Protecting your photos and historical items is like knowing the proper methods of skincare: when applied correctly the results are long-term and beautiful. Handled carefully, your memorabilia can look its best even after years of display. Knowing the right heirloom care can greatly influence where you spend your scrapbooking time, money, and effort. Here are fourteen facts every scrapbooker should know that can aid in heirloom longevity.
For a more in depth look at paper and photo preservation, take a look at our extensive research article on paper, photo and document preservation.
Liquids destroy memorabilia, photographs, and negatives.
To avoid disasters, store your scrapbook supplies, albums, photographs, and negatives in a dry, cool place away from water pipes, faucets, or plumbing. Liquid will destroy these valuable items. It's also a good idea to keep all drinks off your work area.
Sunlight causes damage.
Sunlight will eventually diminish photo, negative, layout and album quality. Keep all heirlooms out of direct sunlight.
Extreme temperatures create problems.
Extreme temperatures damage photographs, negatives, layouts, page protectors, and albums. Store all historical items in moderate temperatures and in locations where humidity is low.
Fingerprints become visible over time.
Although not immediately apparent, fingerprints on photographs, negatives, and layouts become visible over time. Oil from skin is the culprit. To prevent this type of deterioration, handle photos carefully, touching only the outer edges. Second, wash hands frequently or use Acid Neutralizing Wipes, by UnDu. Third, follow the example of certain purists who wear lightweight cotton gloves, insuring their photos remain pristine.

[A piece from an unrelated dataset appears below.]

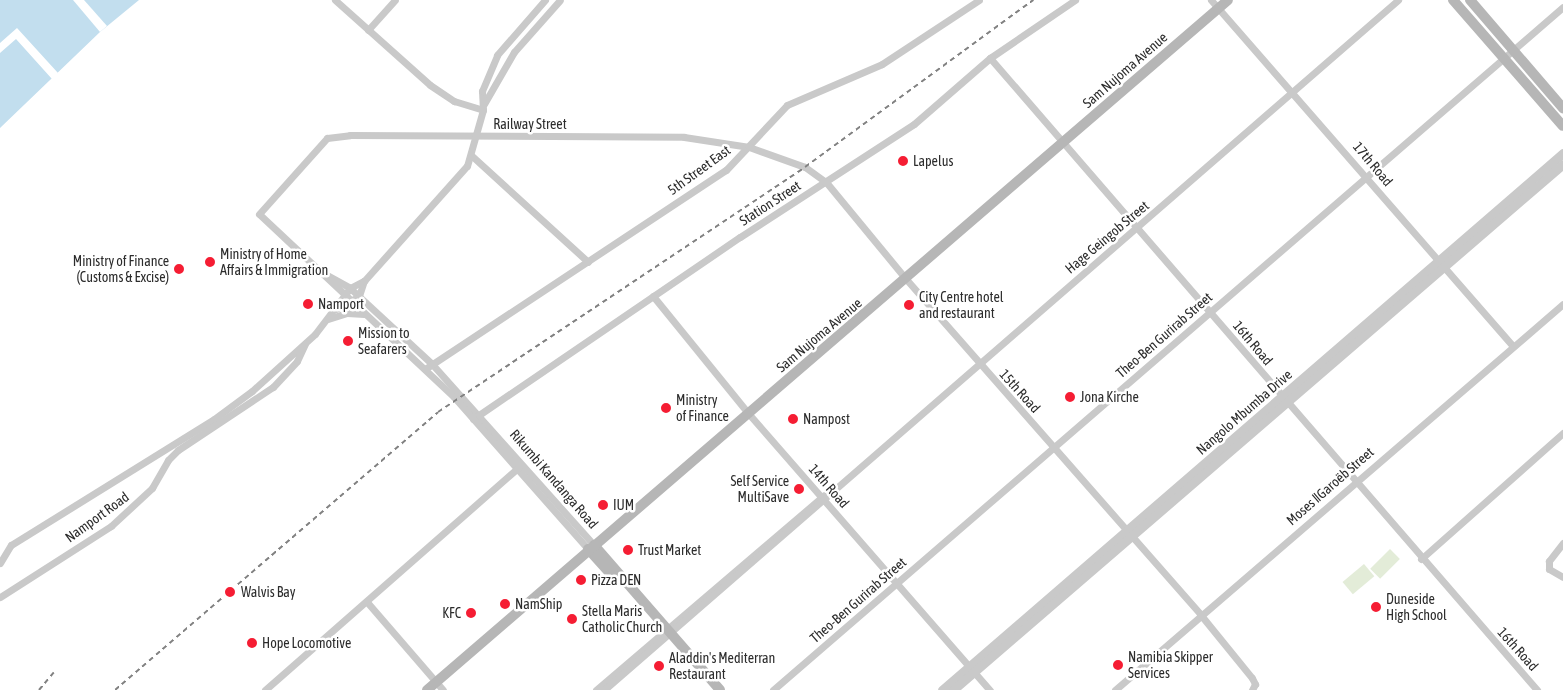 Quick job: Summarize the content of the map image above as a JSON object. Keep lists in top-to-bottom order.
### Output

Store and handle your items carefully.
Handle and store your photos, negatives, and layouts carefully. Improper storage increases the risk of scratches, tears, and bends. Store and seal your photos and negatives in a sturdy container, in plastic sleeves that fit into a three-ring binder, or in acid-free envelopes that have been labeled and filed. Layout storage should be doubly protected: first in sheet or page protectors, then in appropriate albums.
Some plastics can damage your items.
Not all plastics are alike. In fact, some sheet protectors, binders, photo enclosures, and photo corners will eventually damage your memorabilia more than if you had not used plastic protection or enhancement at all. The destructive material is polyvinyl chloride (PVC) or more commonly known as “vinyl.”
Because PVC is an unstable plastic, it releases a hydrogen-chloride gas that spreads to your memorabilia, corroding your photos and historical items over time.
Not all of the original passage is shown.